По центру улицы, хромая, опираясь на кривоватый длинный батог, в толстом черном зипуне и лохматистой шапке, густо обросший сивой бородой — только нос да глаза видать, — с мешком на плече шагал старец Андрей. Возле него трусил, не опережая хозяина, серый, волчьей прирученной породы, кобель. Старец шагал медленно, но ровно и твердо и по самой середке улицы — темный, неуклюже-броский и несуразный на фоне красивой белизны снега. Ольге казалось, что он несет в Раменское какое-то жуткое сообщение.
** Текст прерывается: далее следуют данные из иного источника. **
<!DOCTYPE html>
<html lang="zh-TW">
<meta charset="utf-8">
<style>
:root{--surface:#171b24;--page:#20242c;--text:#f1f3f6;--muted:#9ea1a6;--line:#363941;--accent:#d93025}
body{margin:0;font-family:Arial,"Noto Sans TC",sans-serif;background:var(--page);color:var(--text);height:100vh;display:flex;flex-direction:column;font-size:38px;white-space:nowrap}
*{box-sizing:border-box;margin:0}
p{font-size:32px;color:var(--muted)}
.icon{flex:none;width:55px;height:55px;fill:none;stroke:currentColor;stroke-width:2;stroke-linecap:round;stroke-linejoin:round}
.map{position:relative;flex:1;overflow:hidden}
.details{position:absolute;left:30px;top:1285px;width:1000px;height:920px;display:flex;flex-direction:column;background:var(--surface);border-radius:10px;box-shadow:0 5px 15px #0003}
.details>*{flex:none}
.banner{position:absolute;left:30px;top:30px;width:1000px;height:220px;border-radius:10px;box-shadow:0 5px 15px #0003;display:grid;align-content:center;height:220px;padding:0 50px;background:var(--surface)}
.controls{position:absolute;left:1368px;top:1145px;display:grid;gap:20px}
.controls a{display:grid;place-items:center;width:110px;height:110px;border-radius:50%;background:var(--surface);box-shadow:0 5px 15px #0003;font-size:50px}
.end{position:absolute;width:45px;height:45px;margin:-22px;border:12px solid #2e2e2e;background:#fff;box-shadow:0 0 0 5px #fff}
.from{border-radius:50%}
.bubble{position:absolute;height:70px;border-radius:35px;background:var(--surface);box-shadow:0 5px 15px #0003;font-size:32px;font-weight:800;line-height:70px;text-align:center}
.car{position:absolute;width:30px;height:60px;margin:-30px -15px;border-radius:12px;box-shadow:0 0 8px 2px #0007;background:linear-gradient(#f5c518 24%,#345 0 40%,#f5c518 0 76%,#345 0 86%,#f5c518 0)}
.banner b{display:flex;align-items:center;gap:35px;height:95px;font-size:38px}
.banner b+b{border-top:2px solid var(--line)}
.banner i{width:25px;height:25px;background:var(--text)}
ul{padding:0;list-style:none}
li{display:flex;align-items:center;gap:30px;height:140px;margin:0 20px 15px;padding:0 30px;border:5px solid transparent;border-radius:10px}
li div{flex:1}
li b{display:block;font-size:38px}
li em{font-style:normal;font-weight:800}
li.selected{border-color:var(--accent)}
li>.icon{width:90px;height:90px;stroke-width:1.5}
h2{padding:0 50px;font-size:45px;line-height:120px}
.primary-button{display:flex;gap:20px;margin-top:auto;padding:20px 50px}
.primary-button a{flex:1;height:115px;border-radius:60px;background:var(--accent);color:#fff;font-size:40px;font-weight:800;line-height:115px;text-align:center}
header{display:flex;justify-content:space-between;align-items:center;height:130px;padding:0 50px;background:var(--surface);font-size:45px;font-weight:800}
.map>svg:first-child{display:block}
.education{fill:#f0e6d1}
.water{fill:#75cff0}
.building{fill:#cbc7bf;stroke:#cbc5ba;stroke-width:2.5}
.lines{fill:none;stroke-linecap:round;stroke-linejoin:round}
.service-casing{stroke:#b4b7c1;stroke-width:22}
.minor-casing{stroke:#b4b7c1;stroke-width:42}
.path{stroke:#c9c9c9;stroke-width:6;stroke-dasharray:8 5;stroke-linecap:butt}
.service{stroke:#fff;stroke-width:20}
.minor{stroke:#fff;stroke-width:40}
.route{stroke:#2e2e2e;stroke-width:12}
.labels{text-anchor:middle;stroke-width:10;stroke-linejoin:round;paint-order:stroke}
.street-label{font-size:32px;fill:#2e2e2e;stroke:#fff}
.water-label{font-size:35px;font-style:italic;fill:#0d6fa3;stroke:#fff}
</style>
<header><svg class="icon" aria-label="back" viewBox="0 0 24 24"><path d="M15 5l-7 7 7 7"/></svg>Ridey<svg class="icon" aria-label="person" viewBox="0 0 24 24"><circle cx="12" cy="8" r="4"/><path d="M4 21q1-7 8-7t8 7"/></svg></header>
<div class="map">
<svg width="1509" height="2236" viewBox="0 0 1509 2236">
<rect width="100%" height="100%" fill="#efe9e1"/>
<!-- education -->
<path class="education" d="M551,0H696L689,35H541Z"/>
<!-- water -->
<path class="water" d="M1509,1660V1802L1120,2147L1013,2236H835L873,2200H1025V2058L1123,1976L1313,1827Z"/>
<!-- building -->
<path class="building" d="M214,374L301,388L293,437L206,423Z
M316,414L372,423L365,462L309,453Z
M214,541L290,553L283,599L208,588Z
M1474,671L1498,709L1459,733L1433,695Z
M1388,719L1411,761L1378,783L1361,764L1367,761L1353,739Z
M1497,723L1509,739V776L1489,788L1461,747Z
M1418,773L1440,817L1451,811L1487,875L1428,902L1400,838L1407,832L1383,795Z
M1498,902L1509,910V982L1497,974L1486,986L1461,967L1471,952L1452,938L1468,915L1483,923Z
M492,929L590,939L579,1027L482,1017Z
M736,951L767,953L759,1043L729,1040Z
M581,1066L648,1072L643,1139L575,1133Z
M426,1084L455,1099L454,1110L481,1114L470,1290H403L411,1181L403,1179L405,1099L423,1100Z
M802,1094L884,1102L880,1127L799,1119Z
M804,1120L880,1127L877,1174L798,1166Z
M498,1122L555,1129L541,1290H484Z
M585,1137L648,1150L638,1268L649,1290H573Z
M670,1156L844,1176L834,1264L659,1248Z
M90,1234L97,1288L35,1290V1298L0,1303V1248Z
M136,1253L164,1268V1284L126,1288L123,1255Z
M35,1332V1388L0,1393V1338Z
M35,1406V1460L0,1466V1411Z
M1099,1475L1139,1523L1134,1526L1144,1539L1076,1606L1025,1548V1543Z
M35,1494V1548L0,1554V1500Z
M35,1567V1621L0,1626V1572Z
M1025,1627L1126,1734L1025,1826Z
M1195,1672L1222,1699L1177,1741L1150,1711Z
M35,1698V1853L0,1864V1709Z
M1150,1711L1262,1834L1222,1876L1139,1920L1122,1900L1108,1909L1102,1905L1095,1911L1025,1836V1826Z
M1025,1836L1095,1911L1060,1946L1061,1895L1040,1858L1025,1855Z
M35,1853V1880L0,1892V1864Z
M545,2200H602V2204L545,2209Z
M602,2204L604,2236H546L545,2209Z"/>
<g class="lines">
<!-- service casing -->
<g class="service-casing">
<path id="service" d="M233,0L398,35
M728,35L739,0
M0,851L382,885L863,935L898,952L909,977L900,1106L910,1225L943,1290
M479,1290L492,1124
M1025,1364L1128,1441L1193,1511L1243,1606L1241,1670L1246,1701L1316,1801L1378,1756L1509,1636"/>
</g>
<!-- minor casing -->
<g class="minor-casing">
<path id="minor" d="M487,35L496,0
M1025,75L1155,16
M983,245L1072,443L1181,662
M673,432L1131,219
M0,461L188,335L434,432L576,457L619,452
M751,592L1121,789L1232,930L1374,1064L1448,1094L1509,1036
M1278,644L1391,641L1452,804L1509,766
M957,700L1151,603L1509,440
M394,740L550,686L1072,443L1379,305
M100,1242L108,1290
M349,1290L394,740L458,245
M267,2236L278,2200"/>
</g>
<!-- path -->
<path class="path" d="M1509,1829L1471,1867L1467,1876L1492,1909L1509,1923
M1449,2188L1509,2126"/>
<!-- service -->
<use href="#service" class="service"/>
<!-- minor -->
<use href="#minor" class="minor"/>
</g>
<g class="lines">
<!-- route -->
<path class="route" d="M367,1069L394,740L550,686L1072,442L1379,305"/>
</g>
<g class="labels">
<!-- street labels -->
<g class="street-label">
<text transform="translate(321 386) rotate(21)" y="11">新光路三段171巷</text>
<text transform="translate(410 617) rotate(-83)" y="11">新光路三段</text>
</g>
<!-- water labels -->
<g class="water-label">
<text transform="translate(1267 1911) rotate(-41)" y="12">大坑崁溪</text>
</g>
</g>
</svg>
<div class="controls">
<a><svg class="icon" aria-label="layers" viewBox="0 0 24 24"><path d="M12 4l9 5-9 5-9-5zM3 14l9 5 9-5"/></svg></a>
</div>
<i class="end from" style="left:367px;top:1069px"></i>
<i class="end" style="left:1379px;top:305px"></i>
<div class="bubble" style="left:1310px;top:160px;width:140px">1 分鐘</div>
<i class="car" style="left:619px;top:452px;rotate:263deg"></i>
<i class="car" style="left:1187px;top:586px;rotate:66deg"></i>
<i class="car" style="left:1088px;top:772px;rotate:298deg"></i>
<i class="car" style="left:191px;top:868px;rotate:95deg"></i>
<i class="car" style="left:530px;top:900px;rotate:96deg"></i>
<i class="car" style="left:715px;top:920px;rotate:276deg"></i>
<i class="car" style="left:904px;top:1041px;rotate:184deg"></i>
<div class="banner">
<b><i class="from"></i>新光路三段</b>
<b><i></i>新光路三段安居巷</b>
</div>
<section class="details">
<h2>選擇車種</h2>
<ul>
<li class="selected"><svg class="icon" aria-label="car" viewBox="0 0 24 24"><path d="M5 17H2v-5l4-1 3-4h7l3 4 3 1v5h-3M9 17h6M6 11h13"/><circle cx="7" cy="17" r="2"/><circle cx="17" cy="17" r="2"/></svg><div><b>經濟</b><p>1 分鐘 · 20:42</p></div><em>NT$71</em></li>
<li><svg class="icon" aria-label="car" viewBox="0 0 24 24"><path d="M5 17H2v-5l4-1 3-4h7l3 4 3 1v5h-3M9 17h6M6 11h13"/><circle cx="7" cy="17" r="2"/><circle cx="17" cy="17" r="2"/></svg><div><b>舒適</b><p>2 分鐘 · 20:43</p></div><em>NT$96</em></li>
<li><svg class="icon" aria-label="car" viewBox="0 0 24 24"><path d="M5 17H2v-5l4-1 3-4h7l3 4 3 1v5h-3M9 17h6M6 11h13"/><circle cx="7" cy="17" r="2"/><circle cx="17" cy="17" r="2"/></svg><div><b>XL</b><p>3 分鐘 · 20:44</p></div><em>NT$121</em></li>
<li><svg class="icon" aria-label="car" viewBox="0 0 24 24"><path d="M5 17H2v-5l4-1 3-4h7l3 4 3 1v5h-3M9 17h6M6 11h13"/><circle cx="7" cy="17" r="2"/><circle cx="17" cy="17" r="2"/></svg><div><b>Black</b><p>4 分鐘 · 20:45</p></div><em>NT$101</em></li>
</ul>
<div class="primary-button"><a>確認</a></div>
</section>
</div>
Хотя что он мог принести из своей «берлоги» — так называли его одинокую обитель некоторые жители!

Укрываясь за занавеской, Ольга следила за его мерным передвижением, а когда старец поравнялся с ее домом, опять отшатнулась: то ли пригрезилось, то ли вправду — старец глянул прямиком в Ольгино окошко, глянул будто в нее саму… Припав спиной к простенку, испуганно сложив руки на груди, она стояла не шевелясь и не смела высовываться впредь, покуда чувствовала старца на улице. Она только угадывала воображением, как старец Андрей пятнает девственный покров неловкой ступней и деревяшкой, тычет снег кривым посохом, а рядом с ним следит лапами преданный ему кобель.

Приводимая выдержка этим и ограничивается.